"I understand," she said, "oh, I understand; but tell me this, in the end, if there had been no Philip, would it have made a difference?"

"No." His look returned to her face; his voice deepened and shook. "You ought to know that. You ought to know there never can be a living woman so dear to me as just the memory of you. It came to that, a memory, the day Judge Kingsley told me—how much he thought of you. I saw you were meant for that future he had to offer; and I promised—I promised not to stand in his way."

The furrow deepened between his brows, and he moved a little and laid his hand on the rope. She rose, gathering her hair swiftly into that braid, and hurried to relieve him of the strain. And, presently, when the improvised sled was drawn close up between the trees, and he had dragged himself aboard, and stored the useless leg, he gave the word and she cast off the line.

She propelled him with a careful shove out between the trunks, and gathering momentum, he moved more and more swiftly, ploughing a trail through the soft mold, drawing small avalanches behind him that might at any instant result in the fresh start of the whole slide. She followed down the cedar. It was impossible to overtake him on the higher and sharper portion of the pitch, but midway the sled entered a deeper fill. The incline lessened there, and the bark clogged with accumulations, which taxed Forrest's strength to clear. At last he could do no more. The toboggan stopped, crept on, and stopped again, fixed.
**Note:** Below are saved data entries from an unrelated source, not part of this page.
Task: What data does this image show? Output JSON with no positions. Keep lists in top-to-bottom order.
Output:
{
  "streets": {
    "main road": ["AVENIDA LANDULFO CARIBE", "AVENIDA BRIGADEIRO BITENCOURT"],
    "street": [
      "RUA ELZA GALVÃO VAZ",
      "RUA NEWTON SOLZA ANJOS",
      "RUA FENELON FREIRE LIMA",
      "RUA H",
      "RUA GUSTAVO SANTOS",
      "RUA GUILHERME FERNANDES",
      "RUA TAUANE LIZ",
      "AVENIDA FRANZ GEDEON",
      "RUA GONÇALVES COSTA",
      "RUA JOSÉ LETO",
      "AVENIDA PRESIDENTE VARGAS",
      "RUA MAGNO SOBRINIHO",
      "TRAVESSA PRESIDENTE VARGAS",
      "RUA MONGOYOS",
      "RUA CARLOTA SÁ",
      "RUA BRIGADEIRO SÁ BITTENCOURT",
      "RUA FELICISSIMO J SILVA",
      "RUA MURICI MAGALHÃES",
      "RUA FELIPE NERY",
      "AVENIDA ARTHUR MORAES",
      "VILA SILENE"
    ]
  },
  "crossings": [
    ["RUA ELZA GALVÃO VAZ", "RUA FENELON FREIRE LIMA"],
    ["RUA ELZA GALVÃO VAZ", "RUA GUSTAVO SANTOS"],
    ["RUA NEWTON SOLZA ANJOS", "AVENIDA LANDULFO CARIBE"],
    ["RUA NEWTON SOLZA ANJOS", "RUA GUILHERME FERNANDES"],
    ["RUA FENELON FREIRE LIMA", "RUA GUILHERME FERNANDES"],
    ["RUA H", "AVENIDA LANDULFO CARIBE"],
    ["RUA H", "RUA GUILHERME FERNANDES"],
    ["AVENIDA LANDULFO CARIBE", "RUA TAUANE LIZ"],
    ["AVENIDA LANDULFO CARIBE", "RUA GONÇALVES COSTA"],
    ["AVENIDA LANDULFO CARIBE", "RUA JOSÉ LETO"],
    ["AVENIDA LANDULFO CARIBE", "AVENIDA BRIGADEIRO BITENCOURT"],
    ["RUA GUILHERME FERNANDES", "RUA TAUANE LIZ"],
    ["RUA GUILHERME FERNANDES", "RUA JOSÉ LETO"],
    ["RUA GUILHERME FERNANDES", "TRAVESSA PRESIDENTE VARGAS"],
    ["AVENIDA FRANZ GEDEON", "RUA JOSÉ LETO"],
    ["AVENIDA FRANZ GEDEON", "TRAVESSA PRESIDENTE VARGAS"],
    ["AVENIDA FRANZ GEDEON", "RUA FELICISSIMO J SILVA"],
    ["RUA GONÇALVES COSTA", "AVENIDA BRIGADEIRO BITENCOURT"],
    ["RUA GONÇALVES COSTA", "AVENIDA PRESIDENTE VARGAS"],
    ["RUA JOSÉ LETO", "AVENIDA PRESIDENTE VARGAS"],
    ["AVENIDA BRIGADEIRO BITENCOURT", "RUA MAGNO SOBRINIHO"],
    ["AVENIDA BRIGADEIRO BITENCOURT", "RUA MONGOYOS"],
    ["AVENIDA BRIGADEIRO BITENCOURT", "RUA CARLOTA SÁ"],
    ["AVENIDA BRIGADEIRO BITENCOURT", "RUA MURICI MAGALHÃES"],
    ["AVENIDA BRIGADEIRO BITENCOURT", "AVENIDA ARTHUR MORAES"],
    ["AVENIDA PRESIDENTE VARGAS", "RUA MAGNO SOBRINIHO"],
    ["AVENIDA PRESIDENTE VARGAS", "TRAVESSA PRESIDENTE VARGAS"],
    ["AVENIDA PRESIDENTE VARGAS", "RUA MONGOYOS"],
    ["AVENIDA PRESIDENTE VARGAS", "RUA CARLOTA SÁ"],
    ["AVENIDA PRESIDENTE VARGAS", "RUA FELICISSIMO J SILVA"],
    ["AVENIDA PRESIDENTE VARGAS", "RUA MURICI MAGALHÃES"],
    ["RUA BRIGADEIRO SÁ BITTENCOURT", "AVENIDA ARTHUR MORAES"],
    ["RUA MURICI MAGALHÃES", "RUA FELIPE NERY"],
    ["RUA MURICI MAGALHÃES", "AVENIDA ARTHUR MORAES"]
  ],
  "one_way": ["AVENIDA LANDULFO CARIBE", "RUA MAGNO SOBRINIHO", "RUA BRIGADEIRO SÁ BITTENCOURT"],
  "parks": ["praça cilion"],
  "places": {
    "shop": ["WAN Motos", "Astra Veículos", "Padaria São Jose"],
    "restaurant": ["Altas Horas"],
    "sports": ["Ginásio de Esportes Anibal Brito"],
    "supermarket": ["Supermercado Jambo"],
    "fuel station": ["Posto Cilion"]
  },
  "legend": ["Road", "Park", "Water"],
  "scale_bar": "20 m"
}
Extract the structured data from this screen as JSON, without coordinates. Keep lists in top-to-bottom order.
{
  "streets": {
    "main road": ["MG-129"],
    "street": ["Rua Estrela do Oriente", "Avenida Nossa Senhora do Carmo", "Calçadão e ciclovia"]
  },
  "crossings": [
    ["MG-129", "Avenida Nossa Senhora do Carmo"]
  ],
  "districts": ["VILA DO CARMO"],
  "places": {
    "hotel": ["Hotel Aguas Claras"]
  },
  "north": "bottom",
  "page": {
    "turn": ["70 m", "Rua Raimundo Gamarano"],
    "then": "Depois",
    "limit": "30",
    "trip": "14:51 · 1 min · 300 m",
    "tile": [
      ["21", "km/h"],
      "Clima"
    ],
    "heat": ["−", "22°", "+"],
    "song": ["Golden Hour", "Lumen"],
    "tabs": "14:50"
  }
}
Instantly she was down from the log and making her way out to him. She gave him the remaining draught from the flask, and, clearing the track, started the sled with a long push, that carried it into the sharper pitch below. The next moment, while she turned to regain the cedar, she knew that the danger, which had been so imminent above, had overtaken them. The slide was in motion.

She ran with it, yet contrived to shift her course diagonally, back to the log. Crowding rock underneath began to lift points and edges through the soft fill. They tripped her, cut through her shoes. Still she kept her footing. A bough heaved up and, for a moment, its meshes entrapped her; but she held herself erect, and, like a river man, going with a swift and riffled current, swung alertly on. Presently she noticed that the avalanche did not gain impetus; then that it lost a little, and finally, almost as suddenly as it had started, it came to a halt. Looking down, while she finished the remaining steps to the cedar, she saw that Forrest had been carried before this upheaval. The sled was slowing at the end of the slope. A good yard short of the wreckage it came to a stop.

At the same time Eben Myers, coming up the canyon, skirted the standing alders, and stopped to look at the demolished cliff. The cloud was lifting from the summit; it parted in trailing ends, showing where the granite bastion had stood. "Kingdom Come!" he said slowly; "it was ther tower. Thundered like—"

He paused in astonishment, for, his glance moving down the pitch, rested on the teacher, making her way through the boughs of the fallen cedar. "Well, I be durned," he added, and, seeing the figure stretched on the improvised toboggan, he repeated profoundly, "I be durned."

He was the first to reach the sled. Forrest stirred and looked up at him with a faint smile. "Hello Eben," he said weakly. "How's the petrified man?"

Myers laughed, half in relief, half in embarrassment, and lifted his hand to part his black whiskers. "I dunno," he said. "I'd orter o' got ter his dum head by now, but I ain't lit on it this trip, an' my rations is plumb give out. I dug, you kin bet on that, I dug ter satisfy that ther blame Gov'ment dep'ty, Bates. You see he's b'en ter Washington, an' let on he knew er sight 'bout museums, an' mummies, an' stuffed animals, an' bones, so's I showed him them ther legs an' arms. An' he 'lowed they wa'n't nothin' but petrified trees."